We have disrupted the way people travel since we started 25 years ago, and we don’t intend on stopping. We may be facing the biggest challenge in our history, but we are confident that throughout the pandemic we have taken the right action to build back stronger and better – and we want you to play a part in that and #belongherewithus.
We know that flexibility, balance and wellbeing are more important than ever right now. Whether that’s working remotely, part time, or needing extra support when times are tough – we are always #happytotalkflex.
We’re Europe’s leading airline – with a network of over 1000 routes across 35 countries. We lead the industry in data, digital, web, engineering and operational innovations, to make travel easier and great value for our customer.

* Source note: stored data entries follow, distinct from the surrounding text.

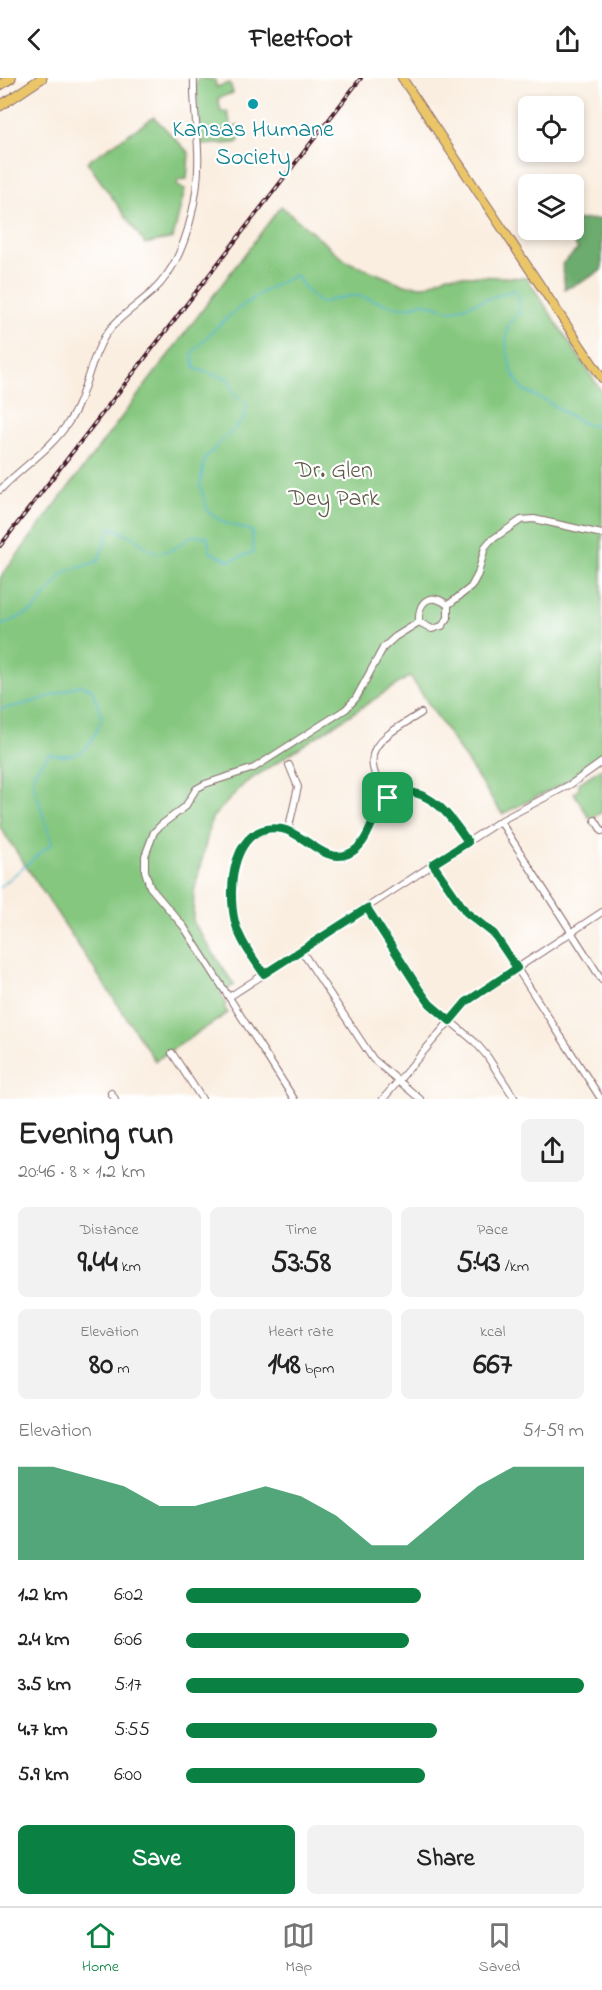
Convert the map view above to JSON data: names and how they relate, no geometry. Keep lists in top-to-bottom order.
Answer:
{
  "parks": ["Dr. Glen Dey Park"],
  "places": ["Kansas Humane Society"],
  "page": {
    "header": "Fleetfoot",
    "heading": ["Evening run", "20:46 · 8 × 1.2 km"],
    "stats": [
      ["Distance", "9.44 km"],
      ["Time", "53:58"],
      ["Pace", "5:43 /km"],
      ["Elevation", "80 m"],
      ["Heart rate", "148 bpm"],
      ["kcal", "667"]
    ],
    "chart": ["Elevation", "51–59 m"],
    "list": [
      {
        "name": "1.2 km",
        "note": "6:02"
      },
      {
        "name": "2.4 km",
        "note": "6:06"
      },
      {
        "name": "3.5 km",
        "note": "5:17"
      },
      {
        "name": "4.7 km",
        "note": "5:55"
      },
      {
        "name": "5.9 km",
        "note": "6:00"
      }
    ],
    "buttons": ["Save", "Share"],
    "tabs": ["Home", "Map", "Saved"]
  }
}
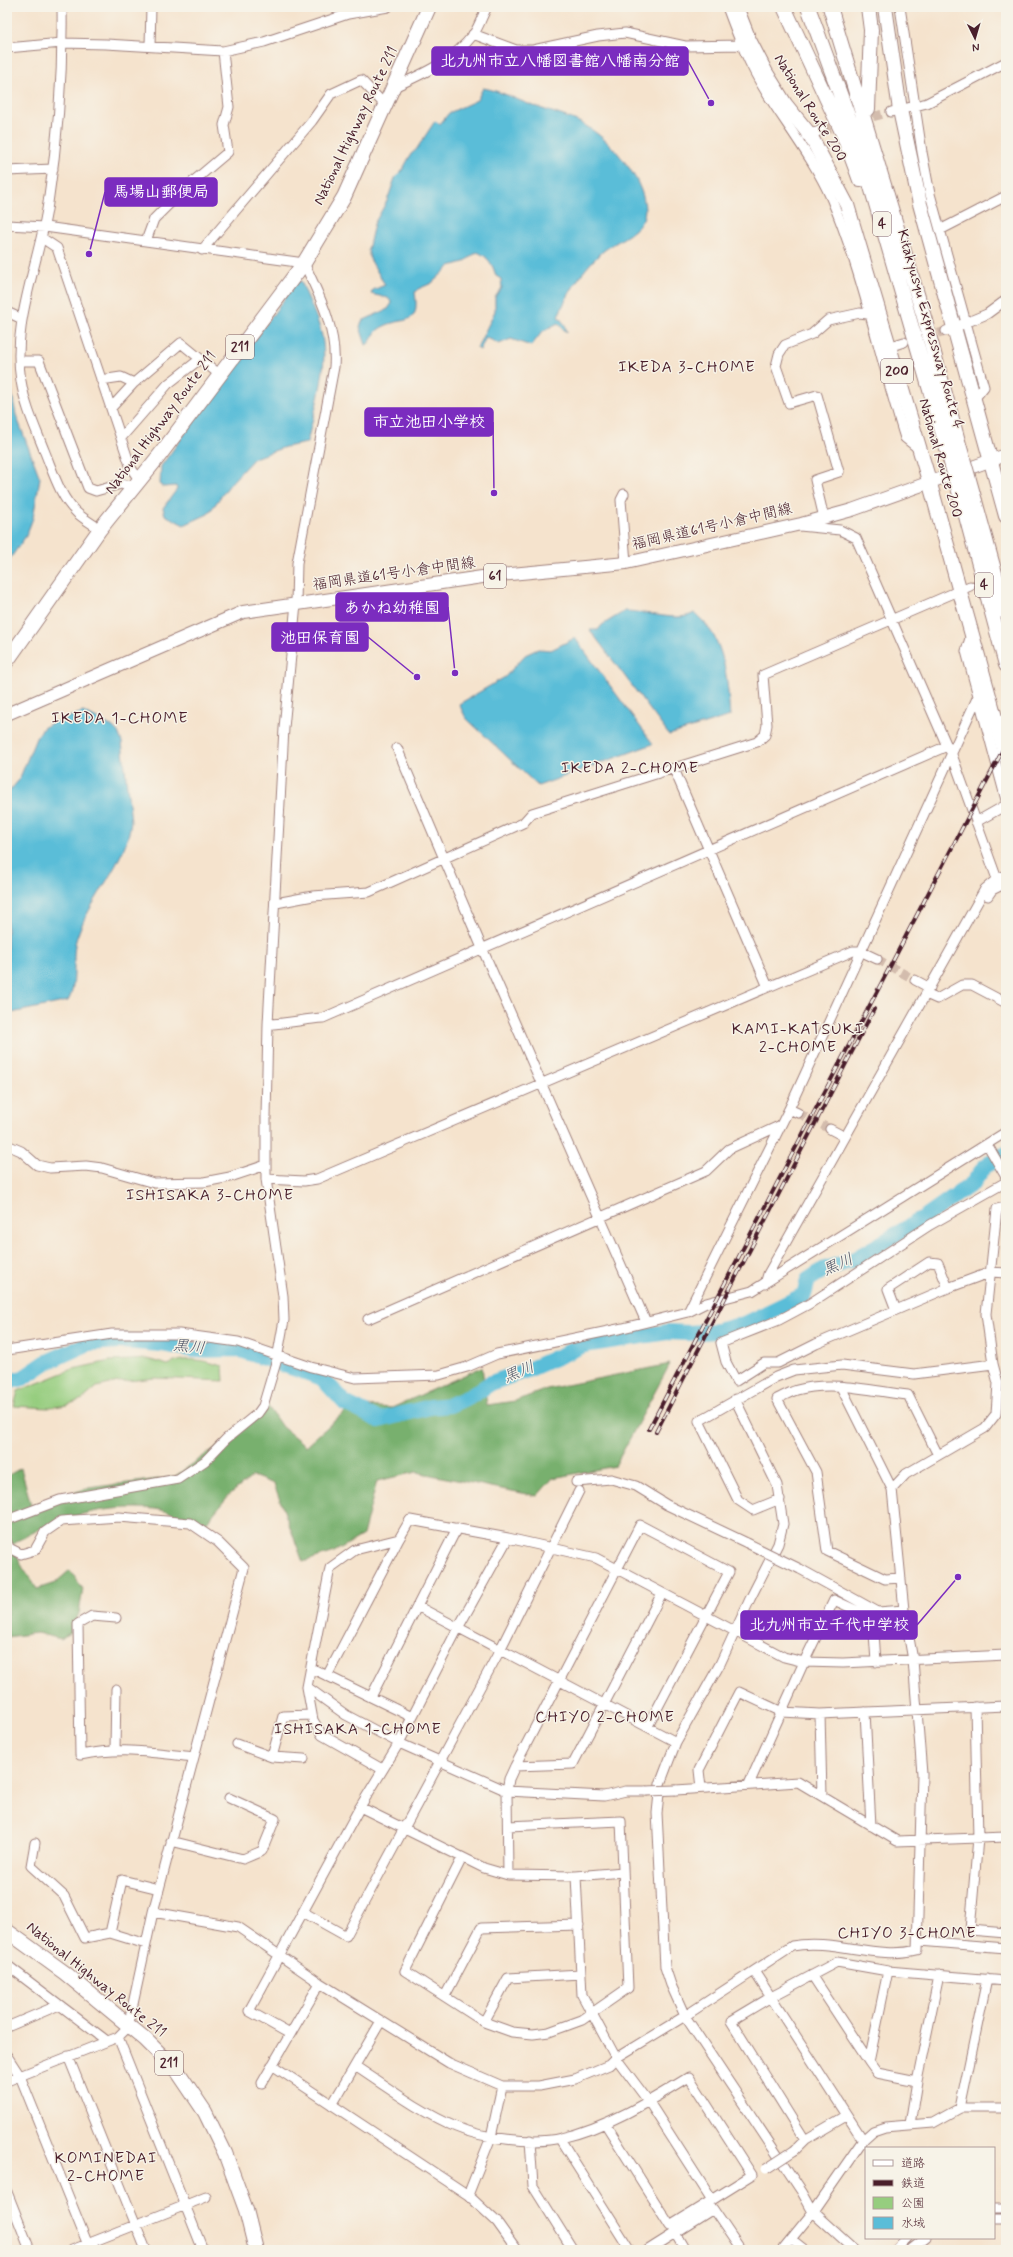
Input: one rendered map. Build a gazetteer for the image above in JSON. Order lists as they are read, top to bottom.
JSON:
{
  "streets": {
    "highway": [
      "National Route 200",
      "National Highway Route 211",
      "4",
      "Kitakyusyu Expressway Route 4",
      "211",
      "200"
    ],
    "main road": ["福岡県道61号小倉中間線", "61"]
  },
  "crossings": [
    ["National Route 200", "福岡県道61号小倉中間線"]
  ],
  "districts": [
    "IKEDA 3-CHOME",
    "IKEDA 1-CHOME",
    "IKEDA 2-CHOME",
    "KAMI-KATSUKI 2-CHOME",
    "ISHISAKA 3-CHOME",
    "CHIYO 2-CHOME",
    "ISHISAKA 1-CHOME",
    "CHIYO 3-CHOME",
    "KOMINEDAI 2-CHOME"
  ],
  "water": ["黒川"],
  "places": [
    "北九州市立八幡図書館八幡南分館",
    "馬場山郵便局",
    "市立池田小学校",
    "あかね幼稚園",
    "池田保育園",
    "北九州市立千代中学校"
  ],
  "legend": [
    "道路",
    "鉄道",
    "公園",
    "水域"
  ],
  "north": "bottom"
}
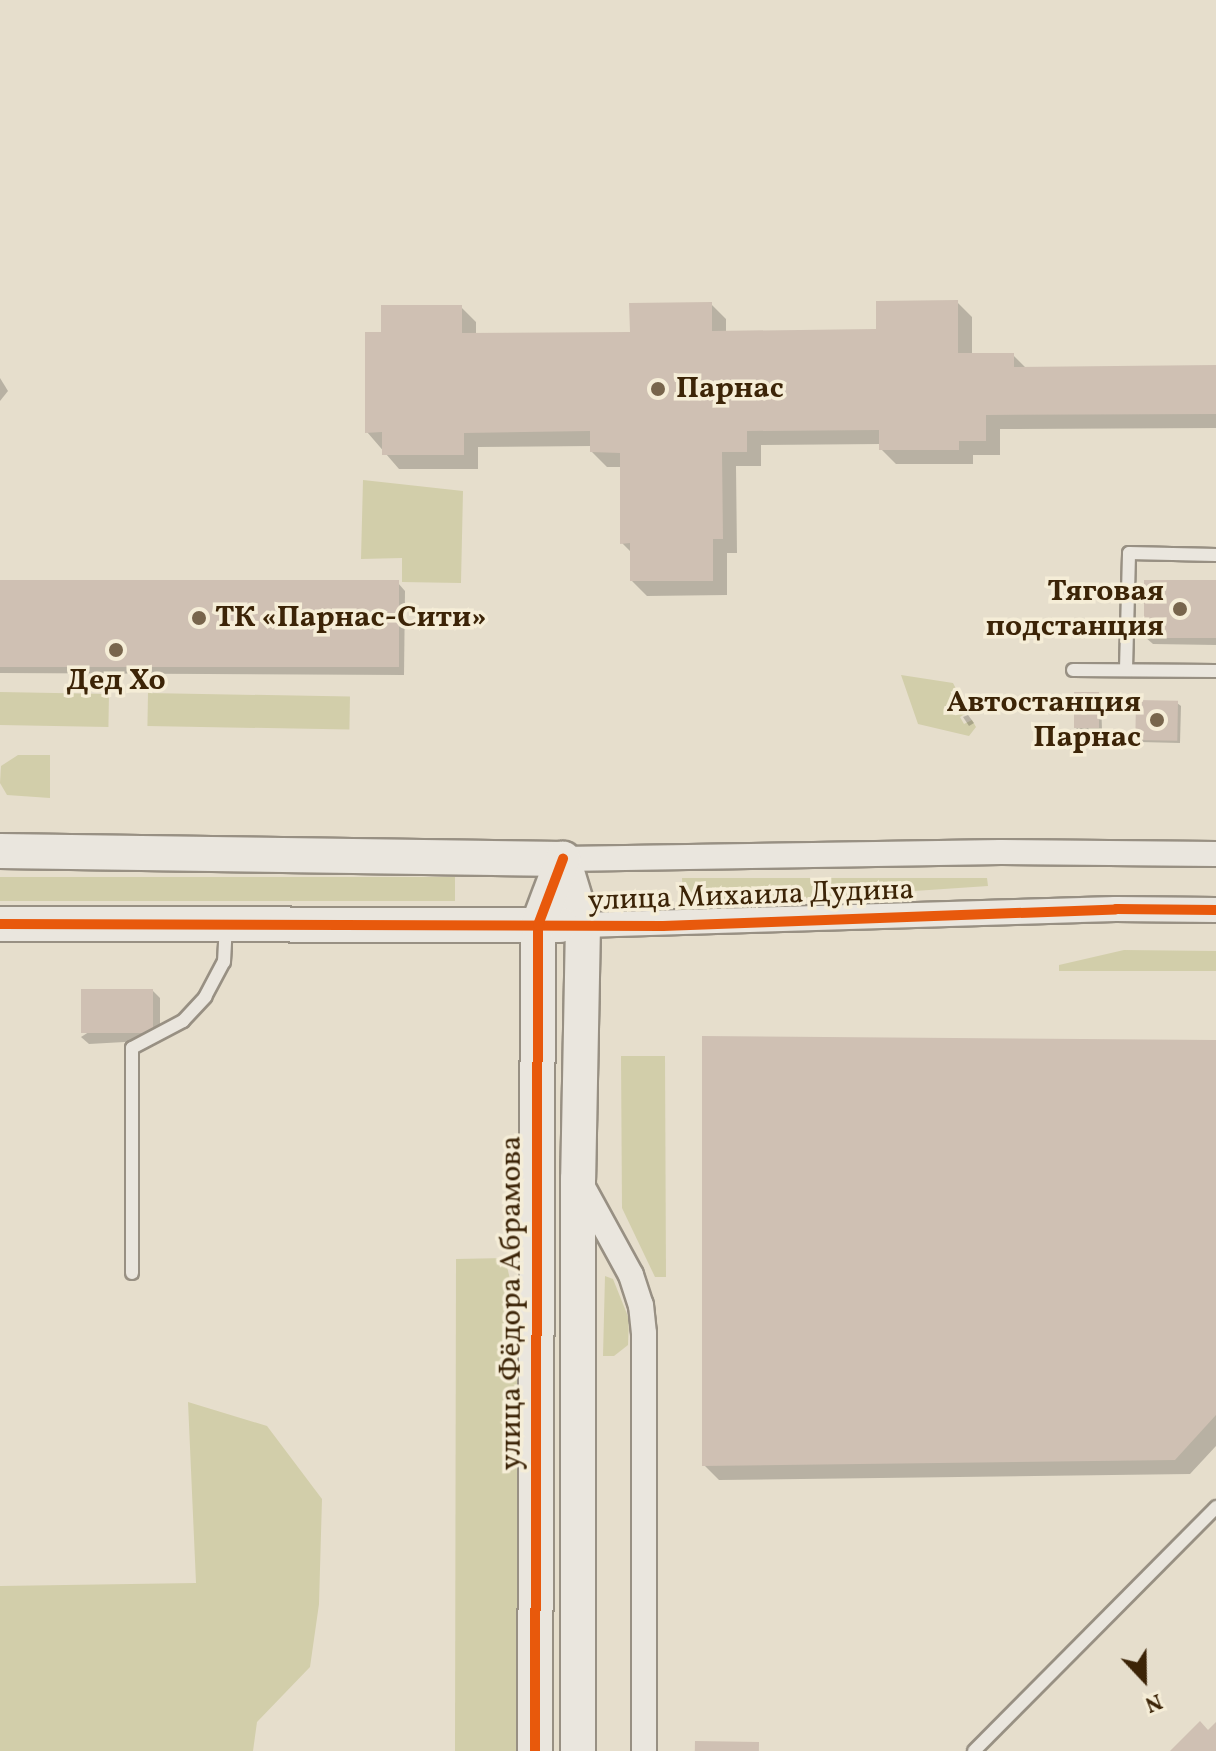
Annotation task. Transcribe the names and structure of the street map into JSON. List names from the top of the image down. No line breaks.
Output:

We have also been named as Britain’s Most Admired Company of 2020 in the transport sector, retaining the leading position for a second year running. We support. We empower. We excite. And we do it our way. We’re uniquely different. We’re easyJet.
Job Purpose
The Cyber Compliance Officer is responsible for monitoring the compliance of easyJet against our internal policies and external requirements such as NIS and PCI DSS. This will allow easyJet to track compliance on a continuous basis and ensure that all mandatory compliance reporting is met. Additionally, the specialist is responsible for reporting against internal compliance objectives, polices and standards.
Job Accountabilities
Monitoring adherence to easyJet’s compliance requirements
Preparation of compliance reports to internal and external stakeholders (e.g. Management, CAA and Acquiring banks)
Building relationships with peers in relevant compliance bodies
Tracking activities against the compliance calendar
Collating information from the control and information asset registers to provide internal compliance reports
Day to day liaison with relevant bodies in respect of compliance reporting
Tracking, management and reporting of risk, control and deviation remediation activities
Tracking, management and reporting of audit remediation activities
Development of overall compliance reporting metrics.
Day to day liaison with external auditors, suppliers and internal resources where required, to meet compliance requirements
Preparation of material for external auditors
Ideal Qualifications
CRISC, CISM or similar (eg Institute of Risk Management)
PCIP
COMPTIA Security + or other technical security qualification
Level of Responsibility Required
>Autonomy - Works under routine direction. Uses discretion in resolving issues or enquiries. Works without frequent reference to others.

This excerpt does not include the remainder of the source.